Delphine – Je m’énerve si je veux, d’abord ! Je suis à bout, je t’assure... Alors maintenant, ta Joséphine... C’est elle ou moi, d’accord ?

Pierre – Quand elle aura faim, elle finira par revenir dans sa cage. Ce n’est pas un animal qui a l’habitude de trouver sa nourriture tout seul. Je vais la retrouver, je t’assure.

Delphine – Oui, eh bien je ne sais pas dans quel état.
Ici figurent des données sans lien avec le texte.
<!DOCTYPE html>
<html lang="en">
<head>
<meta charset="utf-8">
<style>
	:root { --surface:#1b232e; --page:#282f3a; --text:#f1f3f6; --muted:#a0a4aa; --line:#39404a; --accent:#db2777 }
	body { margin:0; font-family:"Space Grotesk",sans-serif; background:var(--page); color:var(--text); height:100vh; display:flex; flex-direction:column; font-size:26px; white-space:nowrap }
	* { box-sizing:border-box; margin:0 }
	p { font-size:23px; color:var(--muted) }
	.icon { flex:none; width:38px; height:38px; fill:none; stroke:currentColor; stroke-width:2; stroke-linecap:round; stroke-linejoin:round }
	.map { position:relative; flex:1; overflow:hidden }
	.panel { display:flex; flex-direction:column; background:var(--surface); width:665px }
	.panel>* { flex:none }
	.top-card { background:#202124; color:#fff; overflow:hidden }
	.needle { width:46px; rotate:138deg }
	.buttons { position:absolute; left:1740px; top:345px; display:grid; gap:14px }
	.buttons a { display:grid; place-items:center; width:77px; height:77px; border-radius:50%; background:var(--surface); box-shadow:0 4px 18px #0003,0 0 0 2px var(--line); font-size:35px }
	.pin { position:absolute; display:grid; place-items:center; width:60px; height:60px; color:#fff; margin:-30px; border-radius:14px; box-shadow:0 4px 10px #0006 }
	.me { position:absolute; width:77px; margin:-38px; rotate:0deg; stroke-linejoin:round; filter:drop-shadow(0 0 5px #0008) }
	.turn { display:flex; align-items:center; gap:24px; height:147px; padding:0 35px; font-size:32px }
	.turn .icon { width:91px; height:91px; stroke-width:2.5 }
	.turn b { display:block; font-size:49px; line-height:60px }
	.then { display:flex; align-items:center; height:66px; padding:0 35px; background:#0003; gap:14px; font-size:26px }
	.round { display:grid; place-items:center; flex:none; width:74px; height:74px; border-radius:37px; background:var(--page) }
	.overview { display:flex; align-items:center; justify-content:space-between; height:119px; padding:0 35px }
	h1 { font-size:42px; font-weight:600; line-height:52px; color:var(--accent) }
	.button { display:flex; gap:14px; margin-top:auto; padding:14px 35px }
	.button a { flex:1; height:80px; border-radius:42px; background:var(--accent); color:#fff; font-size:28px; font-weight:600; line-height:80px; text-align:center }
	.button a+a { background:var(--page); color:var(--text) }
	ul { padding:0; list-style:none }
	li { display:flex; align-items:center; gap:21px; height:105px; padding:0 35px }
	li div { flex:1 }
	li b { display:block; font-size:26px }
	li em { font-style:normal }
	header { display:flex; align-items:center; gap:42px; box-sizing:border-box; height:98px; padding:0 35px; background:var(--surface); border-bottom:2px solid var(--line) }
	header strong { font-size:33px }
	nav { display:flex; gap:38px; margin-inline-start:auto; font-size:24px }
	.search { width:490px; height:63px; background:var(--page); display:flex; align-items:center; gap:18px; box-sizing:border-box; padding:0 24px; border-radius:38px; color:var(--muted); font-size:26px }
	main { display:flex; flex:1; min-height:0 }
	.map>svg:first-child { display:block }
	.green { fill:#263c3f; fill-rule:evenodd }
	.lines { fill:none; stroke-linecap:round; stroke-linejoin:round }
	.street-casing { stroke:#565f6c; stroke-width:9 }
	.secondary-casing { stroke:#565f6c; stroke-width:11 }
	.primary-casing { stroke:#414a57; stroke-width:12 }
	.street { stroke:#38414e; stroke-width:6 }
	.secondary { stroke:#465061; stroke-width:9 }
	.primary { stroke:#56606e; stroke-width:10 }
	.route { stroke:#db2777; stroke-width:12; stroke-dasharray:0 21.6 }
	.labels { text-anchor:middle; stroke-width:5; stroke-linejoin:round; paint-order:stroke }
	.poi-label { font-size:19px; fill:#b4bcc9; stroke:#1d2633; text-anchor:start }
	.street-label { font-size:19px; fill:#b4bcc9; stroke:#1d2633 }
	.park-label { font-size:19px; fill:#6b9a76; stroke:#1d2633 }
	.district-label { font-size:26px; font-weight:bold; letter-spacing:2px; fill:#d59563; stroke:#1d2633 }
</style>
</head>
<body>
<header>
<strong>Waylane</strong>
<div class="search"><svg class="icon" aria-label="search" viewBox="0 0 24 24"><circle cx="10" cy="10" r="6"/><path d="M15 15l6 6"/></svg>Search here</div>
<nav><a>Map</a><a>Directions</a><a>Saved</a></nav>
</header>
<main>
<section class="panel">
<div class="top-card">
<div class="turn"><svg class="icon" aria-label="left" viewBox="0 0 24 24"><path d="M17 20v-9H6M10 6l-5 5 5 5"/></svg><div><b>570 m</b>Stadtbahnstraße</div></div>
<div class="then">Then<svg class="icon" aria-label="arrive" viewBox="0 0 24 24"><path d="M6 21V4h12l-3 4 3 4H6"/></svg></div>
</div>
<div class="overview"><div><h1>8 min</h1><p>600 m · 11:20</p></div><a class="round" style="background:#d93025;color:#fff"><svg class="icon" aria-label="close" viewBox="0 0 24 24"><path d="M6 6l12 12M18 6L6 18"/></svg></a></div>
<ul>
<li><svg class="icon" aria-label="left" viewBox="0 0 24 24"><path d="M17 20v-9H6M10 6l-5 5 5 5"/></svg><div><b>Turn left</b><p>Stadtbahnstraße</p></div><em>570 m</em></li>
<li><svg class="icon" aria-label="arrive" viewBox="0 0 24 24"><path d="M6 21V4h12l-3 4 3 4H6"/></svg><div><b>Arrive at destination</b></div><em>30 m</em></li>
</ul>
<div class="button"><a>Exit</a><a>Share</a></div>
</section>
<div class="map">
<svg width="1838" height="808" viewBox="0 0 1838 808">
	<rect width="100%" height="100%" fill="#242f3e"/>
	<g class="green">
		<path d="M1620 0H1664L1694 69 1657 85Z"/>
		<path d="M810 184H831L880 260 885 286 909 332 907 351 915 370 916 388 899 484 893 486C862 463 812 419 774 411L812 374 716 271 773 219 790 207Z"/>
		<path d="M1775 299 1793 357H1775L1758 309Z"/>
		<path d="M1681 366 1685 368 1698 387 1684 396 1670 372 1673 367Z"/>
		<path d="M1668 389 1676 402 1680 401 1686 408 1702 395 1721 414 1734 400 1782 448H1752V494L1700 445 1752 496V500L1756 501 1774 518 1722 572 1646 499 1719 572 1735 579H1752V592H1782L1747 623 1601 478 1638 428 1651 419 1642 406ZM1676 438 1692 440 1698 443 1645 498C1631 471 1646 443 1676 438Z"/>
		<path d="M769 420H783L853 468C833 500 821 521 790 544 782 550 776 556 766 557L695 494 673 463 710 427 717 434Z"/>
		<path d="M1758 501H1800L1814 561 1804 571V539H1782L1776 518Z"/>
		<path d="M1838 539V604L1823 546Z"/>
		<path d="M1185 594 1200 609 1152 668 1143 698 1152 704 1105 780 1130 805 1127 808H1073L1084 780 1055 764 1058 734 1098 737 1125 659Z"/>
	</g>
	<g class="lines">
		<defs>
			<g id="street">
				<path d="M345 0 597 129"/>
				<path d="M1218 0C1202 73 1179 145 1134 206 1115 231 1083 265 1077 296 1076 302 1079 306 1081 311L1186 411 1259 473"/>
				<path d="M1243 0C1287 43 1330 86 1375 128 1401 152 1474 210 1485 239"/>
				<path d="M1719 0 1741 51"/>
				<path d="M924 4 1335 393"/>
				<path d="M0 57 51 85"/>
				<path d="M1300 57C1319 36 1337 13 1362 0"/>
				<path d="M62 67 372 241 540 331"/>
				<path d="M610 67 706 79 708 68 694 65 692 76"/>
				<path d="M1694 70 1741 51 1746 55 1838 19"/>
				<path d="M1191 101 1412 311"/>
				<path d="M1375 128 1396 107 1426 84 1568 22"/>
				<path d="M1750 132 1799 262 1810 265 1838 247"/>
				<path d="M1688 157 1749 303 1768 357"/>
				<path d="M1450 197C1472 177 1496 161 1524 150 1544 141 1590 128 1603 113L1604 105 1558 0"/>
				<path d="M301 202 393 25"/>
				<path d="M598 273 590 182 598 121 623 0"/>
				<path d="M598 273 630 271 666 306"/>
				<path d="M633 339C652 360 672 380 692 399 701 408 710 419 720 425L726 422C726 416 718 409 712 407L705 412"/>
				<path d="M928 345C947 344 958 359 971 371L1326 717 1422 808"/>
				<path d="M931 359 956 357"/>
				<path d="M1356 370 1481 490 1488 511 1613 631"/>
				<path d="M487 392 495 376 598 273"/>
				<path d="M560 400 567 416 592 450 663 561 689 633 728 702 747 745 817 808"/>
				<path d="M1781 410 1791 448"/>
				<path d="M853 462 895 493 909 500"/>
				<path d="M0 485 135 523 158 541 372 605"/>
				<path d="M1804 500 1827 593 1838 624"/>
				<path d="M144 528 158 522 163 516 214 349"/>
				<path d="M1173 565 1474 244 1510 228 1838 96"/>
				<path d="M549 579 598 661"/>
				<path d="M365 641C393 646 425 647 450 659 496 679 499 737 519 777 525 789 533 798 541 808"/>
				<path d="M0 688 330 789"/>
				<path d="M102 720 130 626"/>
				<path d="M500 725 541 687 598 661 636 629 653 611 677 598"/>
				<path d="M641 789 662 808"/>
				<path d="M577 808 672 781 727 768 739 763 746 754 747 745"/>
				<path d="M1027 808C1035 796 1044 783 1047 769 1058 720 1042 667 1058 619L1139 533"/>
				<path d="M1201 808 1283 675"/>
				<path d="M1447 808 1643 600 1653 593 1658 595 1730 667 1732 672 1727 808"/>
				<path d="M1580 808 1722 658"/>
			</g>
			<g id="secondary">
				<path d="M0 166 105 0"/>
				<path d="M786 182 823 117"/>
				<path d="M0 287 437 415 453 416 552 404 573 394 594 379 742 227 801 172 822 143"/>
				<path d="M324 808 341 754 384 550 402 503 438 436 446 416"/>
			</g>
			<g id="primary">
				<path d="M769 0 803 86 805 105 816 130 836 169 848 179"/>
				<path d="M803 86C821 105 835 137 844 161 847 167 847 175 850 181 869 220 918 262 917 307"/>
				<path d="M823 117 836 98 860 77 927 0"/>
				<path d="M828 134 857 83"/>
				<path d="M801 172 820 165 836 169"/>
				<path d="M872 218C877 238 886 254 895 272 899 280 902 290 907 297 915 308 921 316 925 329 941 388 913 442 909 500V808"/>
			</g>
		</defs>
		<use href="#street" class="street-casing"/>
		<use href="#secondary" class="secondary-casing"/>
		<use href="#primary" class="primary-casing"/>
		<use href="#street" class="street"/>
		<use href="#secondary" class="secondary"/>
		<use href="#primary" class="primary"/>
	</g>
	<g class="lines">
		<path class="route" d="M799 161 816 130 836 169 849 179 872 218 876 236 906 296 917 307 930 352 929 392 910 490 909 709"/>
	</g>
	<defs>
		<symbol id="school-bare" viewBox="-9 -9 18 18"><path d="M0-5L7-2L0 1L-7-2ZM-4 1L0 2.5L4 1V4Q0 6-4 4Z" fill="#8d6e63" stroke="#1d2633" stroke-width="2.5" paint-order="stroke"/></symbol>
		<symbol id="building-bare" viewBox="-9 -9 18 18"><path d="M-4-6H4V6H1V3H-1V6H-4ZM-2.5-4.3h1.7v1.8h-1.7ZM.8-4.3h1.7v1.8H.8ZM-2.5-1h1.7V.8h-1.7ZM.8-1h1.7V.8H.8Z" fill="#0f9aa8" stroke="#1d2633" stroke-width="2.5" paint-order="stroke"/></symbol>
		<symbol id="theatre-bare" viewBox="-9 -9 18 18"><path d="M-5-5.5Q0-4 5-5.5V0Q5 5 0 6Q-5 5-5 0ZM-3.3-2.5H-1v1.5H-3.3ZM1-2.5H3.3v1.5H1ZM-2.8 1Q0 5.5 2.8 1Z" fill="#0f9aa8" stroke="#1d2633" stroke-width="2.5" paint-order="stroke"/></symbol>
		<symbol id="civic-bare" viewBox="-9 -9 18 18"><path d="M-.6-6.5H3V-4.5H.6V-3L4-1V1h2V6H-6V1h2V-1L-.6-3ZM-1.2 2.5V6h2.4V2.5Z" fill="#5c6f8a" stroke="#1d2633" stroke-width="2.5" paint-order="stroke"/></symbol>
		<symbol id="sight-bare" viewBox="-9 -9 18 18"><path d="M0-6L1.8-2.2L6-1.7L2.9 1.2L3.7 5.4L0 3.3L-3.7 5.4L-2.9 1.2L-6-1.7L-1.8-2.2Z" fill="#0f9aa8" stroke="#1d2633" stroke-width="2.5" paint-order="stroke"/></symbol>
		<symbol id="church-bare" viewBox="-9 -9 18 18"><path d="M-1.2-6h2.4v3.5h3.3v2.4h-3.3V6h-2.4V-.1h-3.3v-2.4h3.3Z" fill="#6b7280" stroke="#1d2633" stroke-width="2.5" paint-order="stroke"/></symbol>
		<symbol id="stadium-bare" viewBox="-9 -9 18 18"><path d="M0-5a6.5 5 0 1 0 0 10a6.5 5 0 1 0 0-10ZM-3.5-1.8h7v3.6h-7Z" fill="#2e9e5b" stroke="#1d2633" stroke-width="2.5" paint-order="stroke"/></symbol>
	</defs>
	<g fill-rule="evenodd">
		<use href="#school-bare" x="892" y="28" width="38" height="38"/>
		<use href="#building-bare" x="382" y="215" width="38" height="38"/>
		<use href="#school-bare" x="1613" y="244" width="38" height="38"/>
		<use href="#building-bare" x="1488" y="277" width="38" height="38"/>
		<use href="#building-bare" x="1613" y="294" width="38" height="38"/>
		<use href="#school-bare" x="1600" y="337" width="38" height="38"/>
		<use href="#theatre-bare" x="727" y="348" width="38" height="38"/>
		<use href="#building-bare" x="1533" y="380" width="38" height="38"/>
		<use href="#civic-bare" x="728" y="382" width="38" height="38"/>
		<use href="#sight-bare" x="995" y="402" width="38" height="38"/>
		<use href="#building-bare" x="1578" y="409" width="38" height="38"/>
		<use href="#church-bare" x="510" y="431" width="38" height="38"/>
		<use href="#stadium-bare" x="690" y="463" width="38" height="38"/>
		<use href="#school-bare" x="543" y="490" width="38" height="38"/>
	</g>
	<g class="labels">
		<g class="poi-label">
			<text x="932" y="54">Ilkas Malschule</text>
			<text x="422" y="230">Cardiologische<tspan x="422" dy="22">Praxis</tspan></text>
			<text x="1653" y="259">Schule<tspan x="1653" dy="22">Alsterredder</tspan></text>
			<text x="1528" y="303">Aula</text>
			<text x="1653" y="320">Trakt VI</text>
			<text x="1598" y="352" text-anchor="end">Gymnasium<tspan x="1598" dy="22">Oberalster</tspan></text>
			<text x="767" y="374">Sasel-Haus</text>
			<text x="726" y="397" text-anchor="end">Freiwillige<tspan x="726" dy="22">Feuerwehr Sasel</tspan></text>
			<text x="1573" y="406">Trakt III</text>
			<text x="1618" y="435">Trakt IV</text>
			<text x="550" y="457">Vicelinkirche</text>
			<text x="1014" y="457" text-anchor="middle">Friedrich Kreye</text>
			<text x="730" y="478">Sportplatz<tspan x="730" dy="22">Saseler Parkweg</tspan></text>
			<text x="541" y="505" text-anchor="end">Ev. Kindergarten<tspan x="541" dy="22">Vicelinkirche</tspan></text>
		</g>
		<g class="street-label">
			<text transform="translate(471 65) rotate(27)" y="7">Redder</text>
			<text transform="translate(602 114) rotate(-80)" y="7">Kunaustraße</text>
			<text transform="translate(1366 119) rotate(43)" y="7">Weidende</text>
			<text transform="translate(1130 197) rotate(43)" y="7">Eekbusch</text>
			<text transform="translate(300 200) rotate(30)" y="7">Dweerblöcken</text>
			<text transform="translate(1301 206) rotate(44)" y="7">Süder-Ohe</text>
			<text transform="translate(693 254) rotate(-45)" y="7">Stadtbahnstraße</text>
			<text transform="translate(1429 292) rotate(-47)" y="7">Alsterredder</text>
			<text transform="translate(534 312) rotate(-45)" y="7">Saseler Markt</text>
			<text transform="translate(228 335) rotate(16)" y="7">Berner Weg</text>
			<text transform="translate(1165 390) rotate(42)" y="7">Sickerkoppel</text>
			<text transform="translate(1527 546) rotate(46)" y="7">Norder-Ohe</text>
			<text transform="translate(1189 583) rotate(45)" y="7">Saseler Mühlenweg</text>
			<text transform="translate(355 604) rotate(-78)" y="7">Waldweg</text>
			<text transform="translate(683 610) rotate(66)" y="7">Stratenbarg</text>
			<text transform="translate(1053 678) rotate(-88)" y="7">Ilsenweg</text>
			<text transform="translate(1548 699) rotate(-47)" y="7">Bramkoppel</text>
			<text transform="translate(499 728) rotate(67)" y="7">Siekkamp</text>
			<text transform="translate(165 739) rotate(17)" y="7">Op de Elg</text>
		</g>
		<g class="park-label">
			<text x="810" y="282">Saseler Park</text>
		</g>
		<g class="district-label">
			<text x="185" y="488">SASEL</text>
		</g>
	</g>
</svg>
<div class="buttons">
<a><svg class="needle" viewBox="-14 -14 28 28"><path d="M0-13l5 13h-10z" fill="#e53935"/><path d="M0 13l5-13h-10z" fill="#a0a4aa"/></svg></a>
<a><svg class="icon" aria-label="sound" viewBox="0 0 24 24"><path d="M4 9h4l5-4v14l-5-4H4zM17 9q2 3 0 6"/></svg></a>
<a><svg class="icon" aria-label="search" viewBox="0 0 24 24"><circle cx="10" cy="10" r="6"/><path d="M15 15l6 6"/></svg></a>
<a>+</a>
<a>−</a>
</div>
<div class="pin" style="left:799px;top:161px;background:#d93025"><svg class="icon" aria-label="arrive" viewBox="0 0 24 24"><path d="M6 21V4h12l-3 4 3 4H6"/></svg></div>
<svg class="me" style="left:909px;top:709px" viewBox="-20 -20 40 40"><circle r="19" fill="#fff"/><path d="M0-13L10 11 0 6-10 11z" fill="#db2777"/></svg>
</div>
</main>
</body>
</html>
Parce que faute de revolver, je lui ai mis du blé empoisonné à l’arsenic dans la cuisine, ce matin.

Pierre – De l’arsenic ? Mais c’est barbare ! Pauvre Joséphine... Et puis où est-ce que tu as trouvé de l’arsenic, d’abord ?

Delphine – Je te rappelle que je suis pharmacienne.

Pierre – Le haschich reste interdit en France, mais n’importe quelle femme peut se procurer un revolver, et l’arsenic est en vente libre en pharmacie ?

Delphine – Sur ordonnance, seulement. Mais heureusement, même si je ne suis qu’épicière, j’ai quand même droit à un ordonnancier.

Pierre – J’ai l’impression de vivre avec Madame Bovary.

Delphine – Madame Bovary n’a pas empoisonné son mari. Elle s’est suicidée. Tu confonds avec Thérèse Desqueyroux.

Pierre – Eh ben... Tu as l’air d’en connaître un rayon, sur les empoisonneuses.

Delphine – J’ai toujours préféré Mauriac à Flaubert. En tout cas, si je devais choisir, pour échapper à mon mari, je préférerais l’empoisonner lui plutôt que de m’empoisonner moi-même...

Pierre – C’est rassurant... Mais c’est que j’y tiens beaucoup, moi, à Joséphine.

Delphine – Oui, depuis pas mal de temps déjà, tu fréquentes davantage les rats de laboratoire que ta femme et tes amis.

Pierre – Eux, au moins, ils ne m’ont jamais déçu... Et puis je te signale que c’est sur ce cobaye que j’expérimente mon vaccin... Si tu l’as empoisonné, je vais devoir reprendre toutes mes expériences depuis le début...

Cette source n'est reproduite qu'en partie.